But just as both airline and oil industry experts said at the time would be the case, Delta’s refinery, which initially produced mostly jet fuel – essentially kerosene – only came close to achieving such results one time.

Monroe Energy lost $63 million in the less than one quarter of 2012 in which it was owned by Delta. It then lost another $115 in 2013 as Delta struggled through the oil industry learning curve.
The refinery operation turned modestly profitable in 2014, earning $96 million before taxes, then reached its high water mark of $291 in profits in 2015. But as the price of oil and – more importantly refined fuels – fell sharply in 2016 so did Monroe Energy’s performance. The refinery had to quit producing about 40% of its product as jet fuel, on which profits were non-existent, and to increase its production of gasoline and diesel fuel, better-selling products that allowed it to lose less money per barrel of production and to collect on government incentives paid to refineries that mix corn-based ethanol into auto fuels. Thanks to a yawning imbalance between the supply – and the price - of crude reaching the plant and the price for its finished products Monroe Energy lost about $125 million that year.

In 2016 Delta called in consultants to help it sort out its oil refinery’s economic issues. They’re the ones who convinced Delta management to have the refinery shift production toward more gasoline and diesel and away from jet fuel. That helped slow the losses, but only a bit. The refinery’s financial results from 2017 and thus far in 2018 (which Delta has not made public) certainly have not been good enough to stop management from seeking a partner – preferably one with real oil industry investing and operational savvy – who might be able to solve the refinery’s problems (or at least provide Delta with some cushion against the refinery’s losses).
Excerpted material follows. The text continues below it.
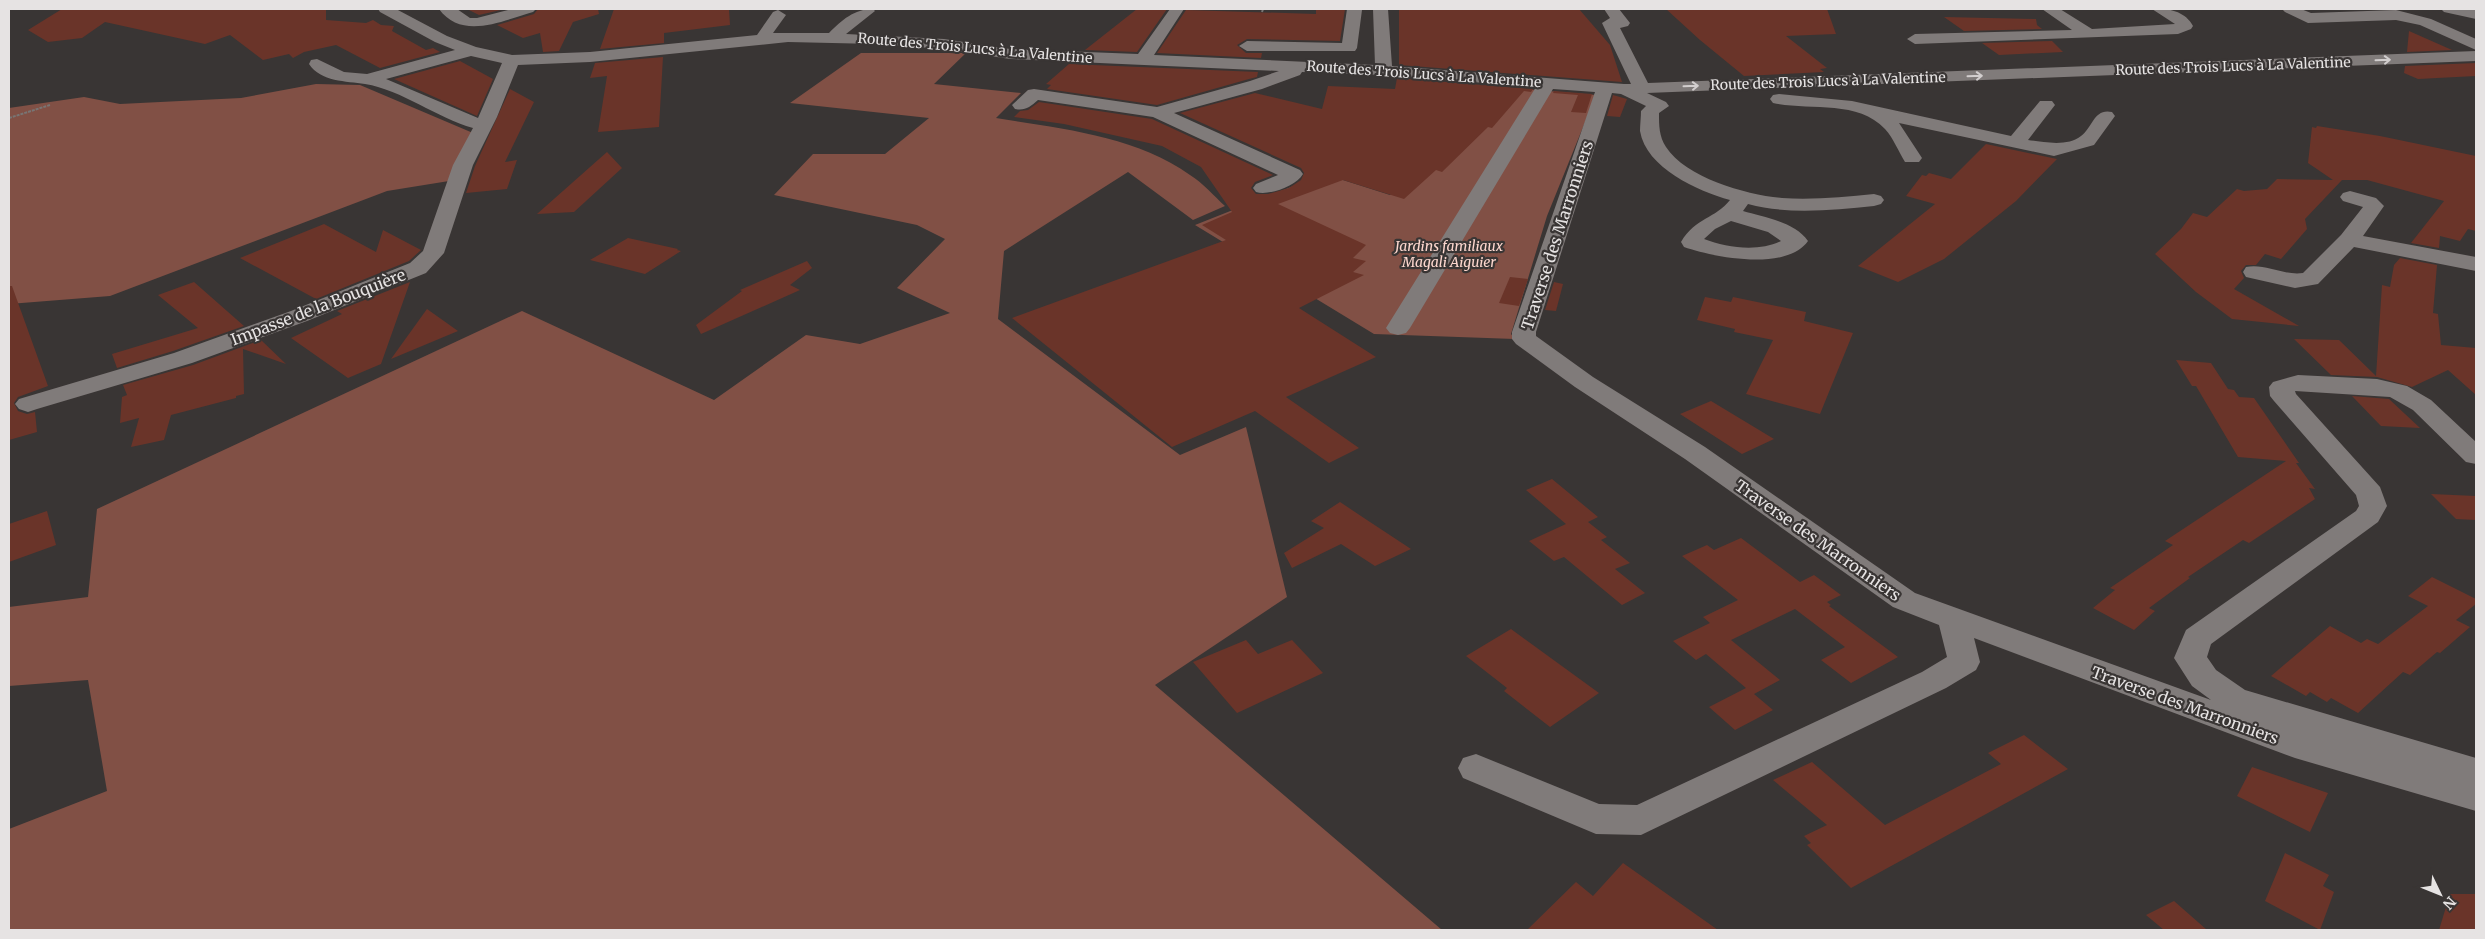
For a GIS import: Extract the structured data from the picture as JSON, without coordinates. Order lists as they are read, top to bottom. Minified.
{"streets":{"street":["Route des Trois Lucs à La Valentine","Traverse des Marronniers","Impasse de la Bouquière"]},"crossings":[["Route des Trois Lucs à La Valentine","Traverse des Marronniers"],["Route des Trois Lucs à La Valentine","Impasse de la Bouquière"]],"parks":["Jardins familiaux Magali Aiguier"],"north":"bottom right"}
Luckily for Delta, their up-front investment in the refinery was relatively low. And compared with the airline’s $40.5 billion in 2017 revenues and $6.1 billion in profits, its Monroe Energy predicament remains something of a bothersome sideshow.
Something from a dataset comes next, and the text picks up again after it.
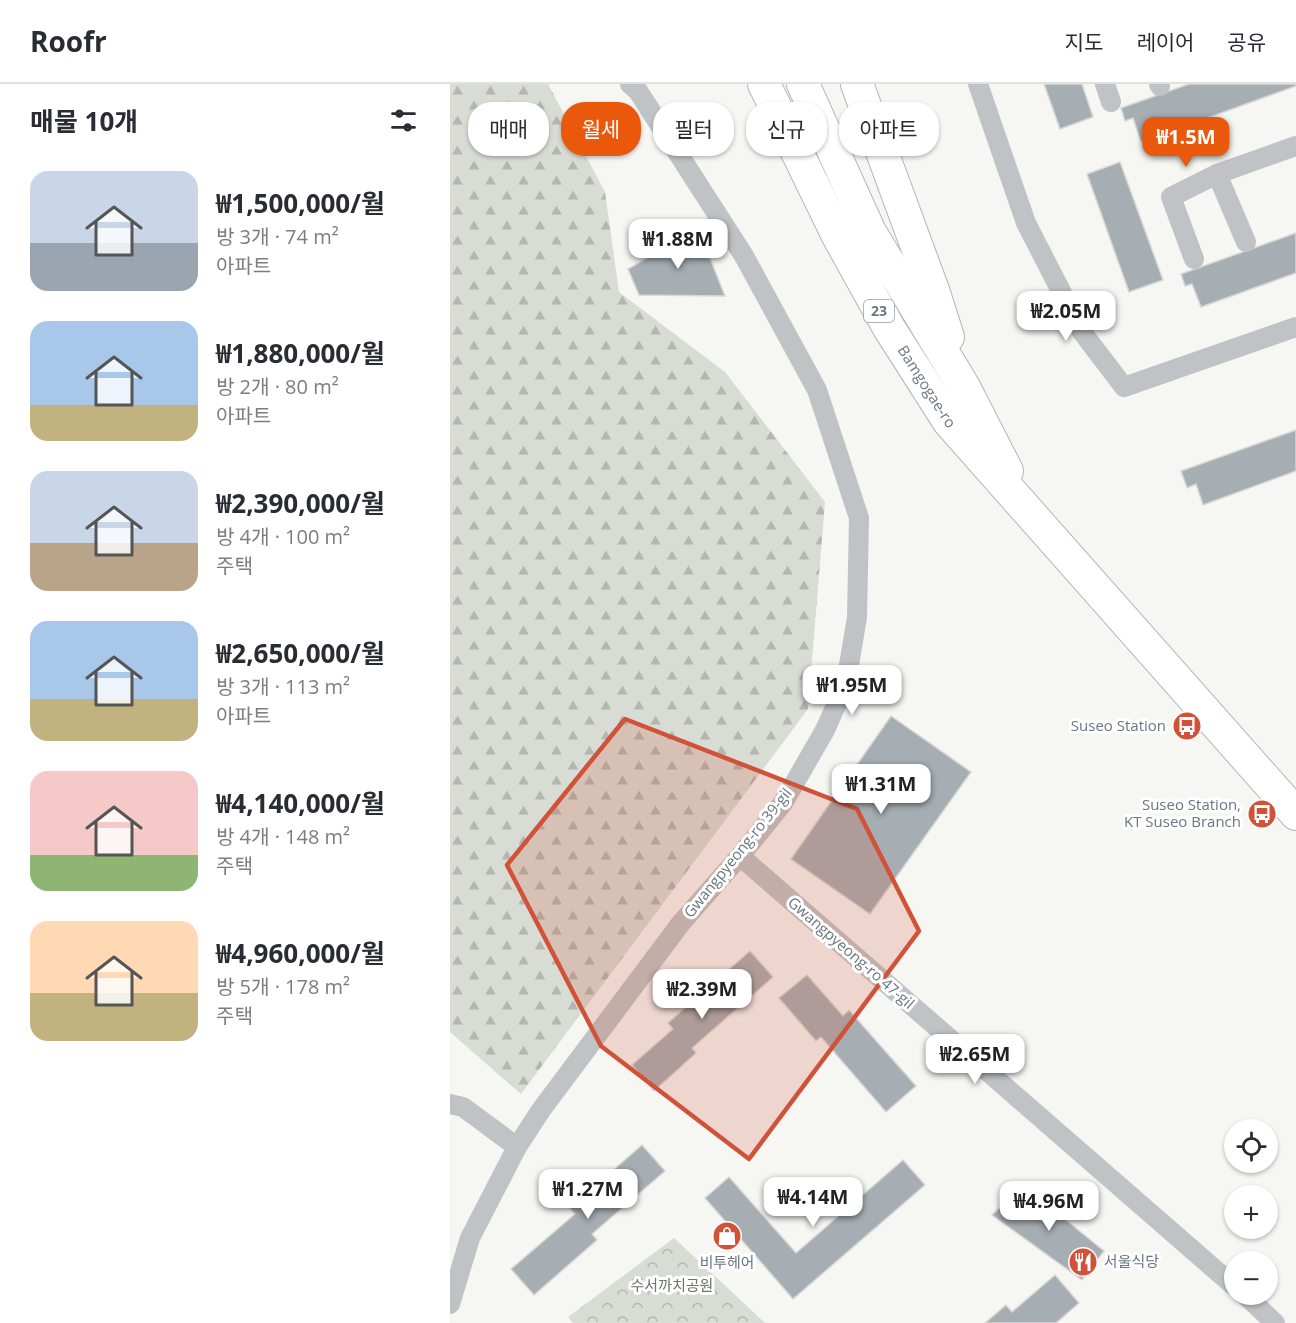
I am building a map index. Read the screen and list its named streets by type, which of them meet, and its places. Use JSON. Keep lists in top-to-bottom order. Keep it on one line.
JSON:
{"streets":{"main road":["23","Bamgogae-ro"],"street":["Gwangpyeong-ro 39-gil","Gwangpyeong-ro 47-gil"]},"crossings":[["Gwangpyeong-ro 39-gil","Gwangpyeong-ro 47-gil"]],"parks":["수서까치공원"],"places":{"bus stop":["Suseo Station","Suseo Station, KT Suseo Branch"],"shop":["비투헤어"],"restaurant":["서울식당"]},"page":{"header":"Roofr","nav":["지도","레이어","공유"],"heading":"매물 10개","chip":["매매","월세","필터","신규","아파트"],"price":["₩1.5M","₩1.88M","₩2.05M","₩1.95M","₩1.31M","₩2.39M","₩2.65M","₩1.27M","₩4.14M","₩4.96M"],"list":[{"name":"₩1,500,000/월","note":"방 3개 · 74 m² · 아파트"},{"name":"₩1,880,000/월","note":"방 2개 · 80 m² · 아파트"},{"name":"₩2,390,000/월","note":"방 4개 · 100 m² · 주택"},{"name":"₩2,650,000/월","note":"방 3개 · 113 m² · 아파트"},{"name":"₩4,140,000/월","note":"방 4개 · 148 m² · 주택"},{"name":"₩4,960,000/월","note":"방 5개 · 178 m² · 주택"}],"map_buttons":["+","−"]}}
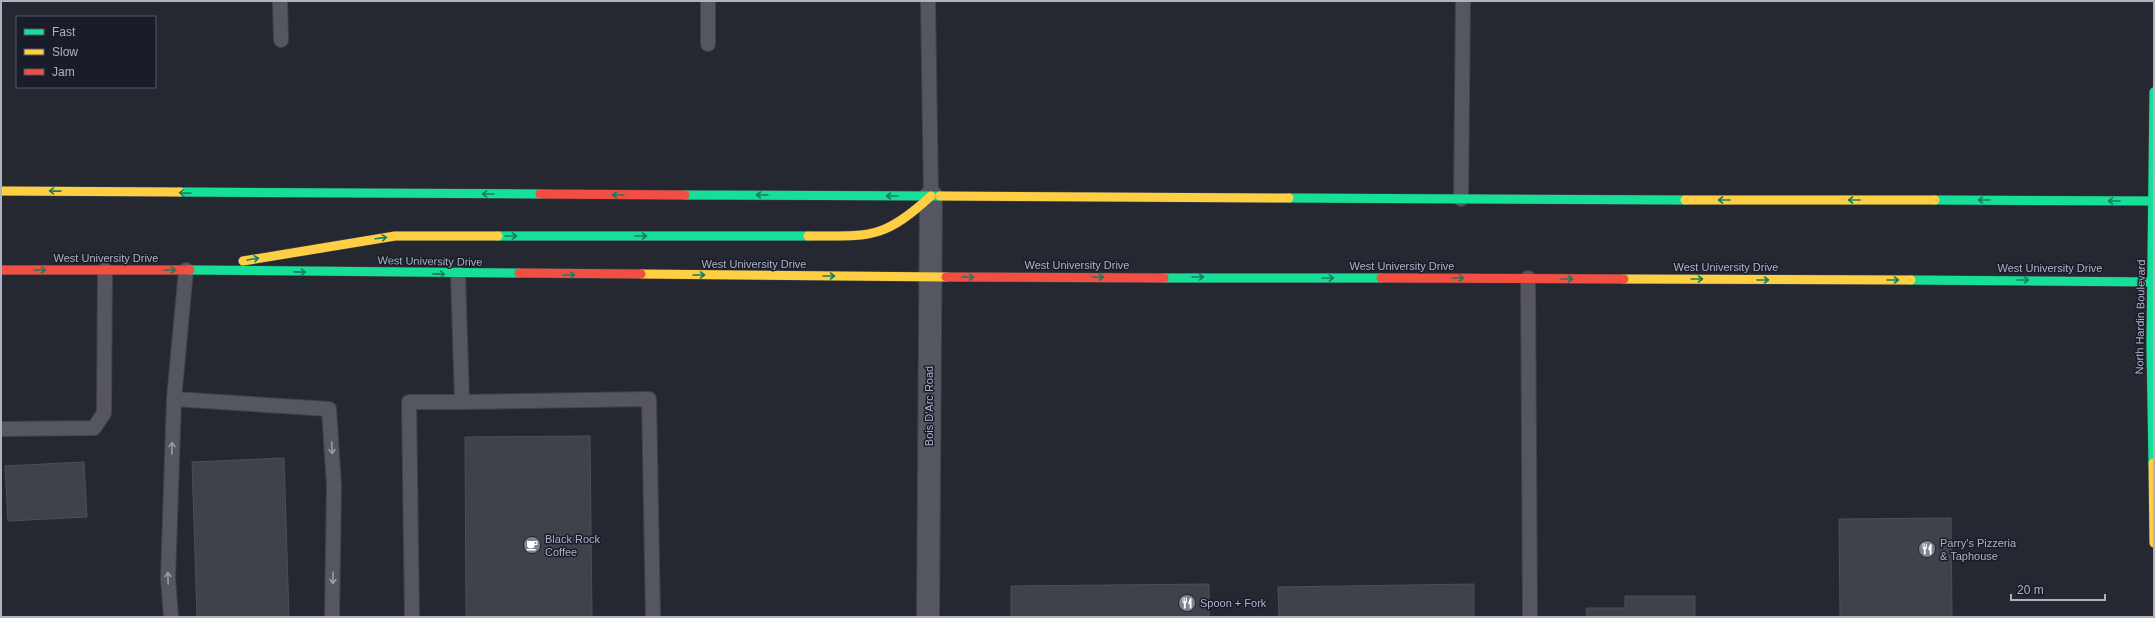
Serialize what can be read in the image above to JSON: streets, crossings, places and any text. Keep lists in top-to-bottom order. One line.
{"streets":{"main road":["West University Drive","North Hardin Boulevard"],"street":["Bois D'Arc Road"]},"crossings":[["West University Drive","North Hardin Boulevard"],["West University Drive","Bois D'Arc Road"]],"places":{"cafe":["Black Rock Coffee"],"restaurant":["Parry's Pizzeria & Taphouse","Spoon + Fork"]},"legend":["Fast","Slow","Jam"],"scale_bar":"20 m"}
Still, Delta’s foray into the oil industry serves as another sobering lesson to airlines, which historically have done quite poorly whenever they’ve tried various types of vertical integration strategies.
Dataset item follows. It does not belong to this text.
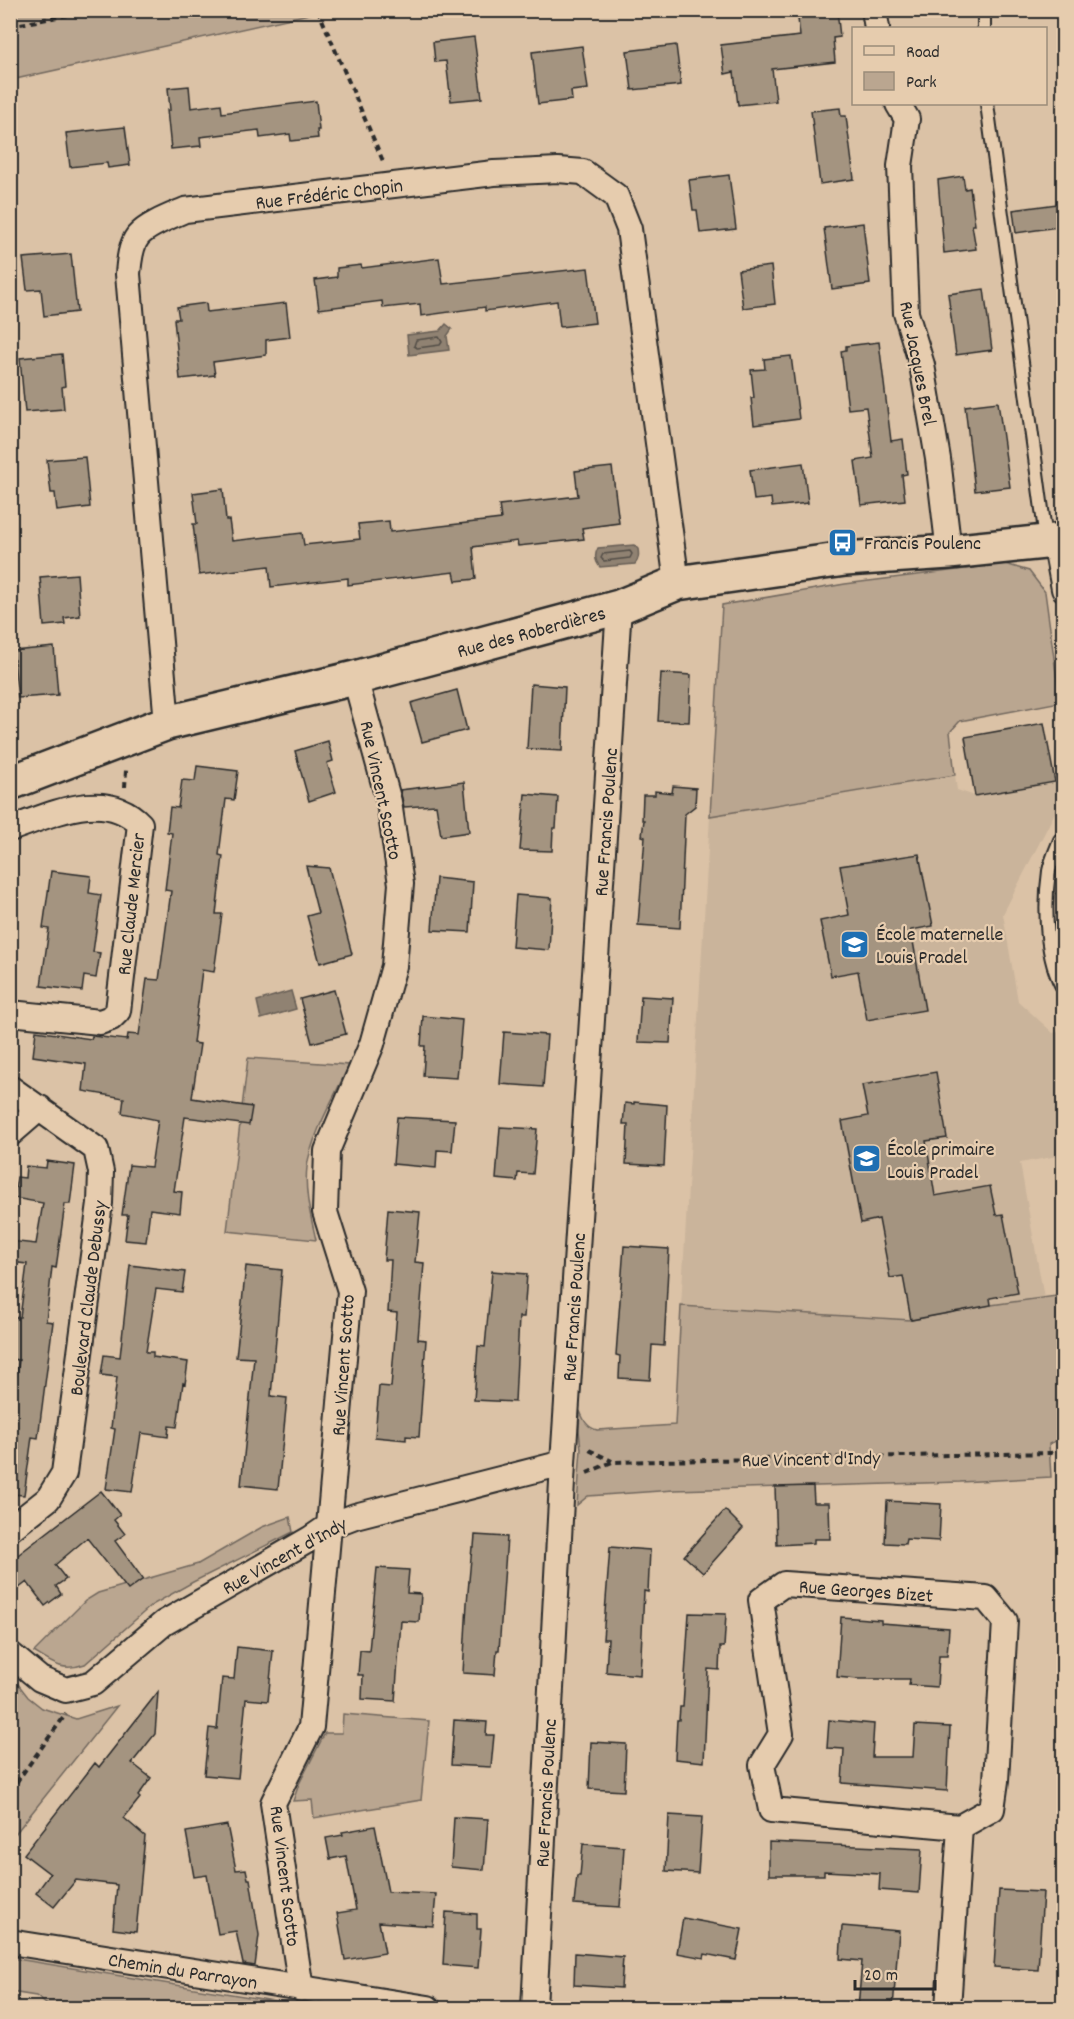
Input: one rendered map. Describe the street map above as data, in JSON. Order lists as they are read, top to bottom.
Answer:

Pan Am, TWA, Northwest, United and American are big U.S. airlines that did not do so well as owners and operators of big hotel chains. American in the 1980s, apparently thinking its base in Texas somehow gave it special insight into the oil business, also wasted time, and a little money, on an oil trading subsidiary. Most carriers also used to own at least a portion of the computerized reservations systems used to sell their tickets via travel agencies in the days before online selling. Those drew lots of attention from regulators but never created the kind of profits that they likely would have made had they been independent companies instead of captives providing their services to their owner-airlines at deeply discounted prices.

The biggest, ugliest example of failed airline efforts at vertical integration was the attempt in 1969 and 1970s of former United Chairman Richard Ferris to create a one-stop shop travel company called Allegis. It included not only United but also the Hilton and Westin hotel chains, Hertz rental cars and other, smaller travel companies. Ferris’ plan was so unpopular with employees and investors alike that it got him booted out of the company less than six months after he unveiled the Allegis mega-brand. All the Allegis subsidiaries except United then were sold off within a year. And United escaped being forced into bankruptcy only by agreeing to be acquired in an union-sponsored Employee Stock Ownership Plan deal that hamstrung the company for years thereafter.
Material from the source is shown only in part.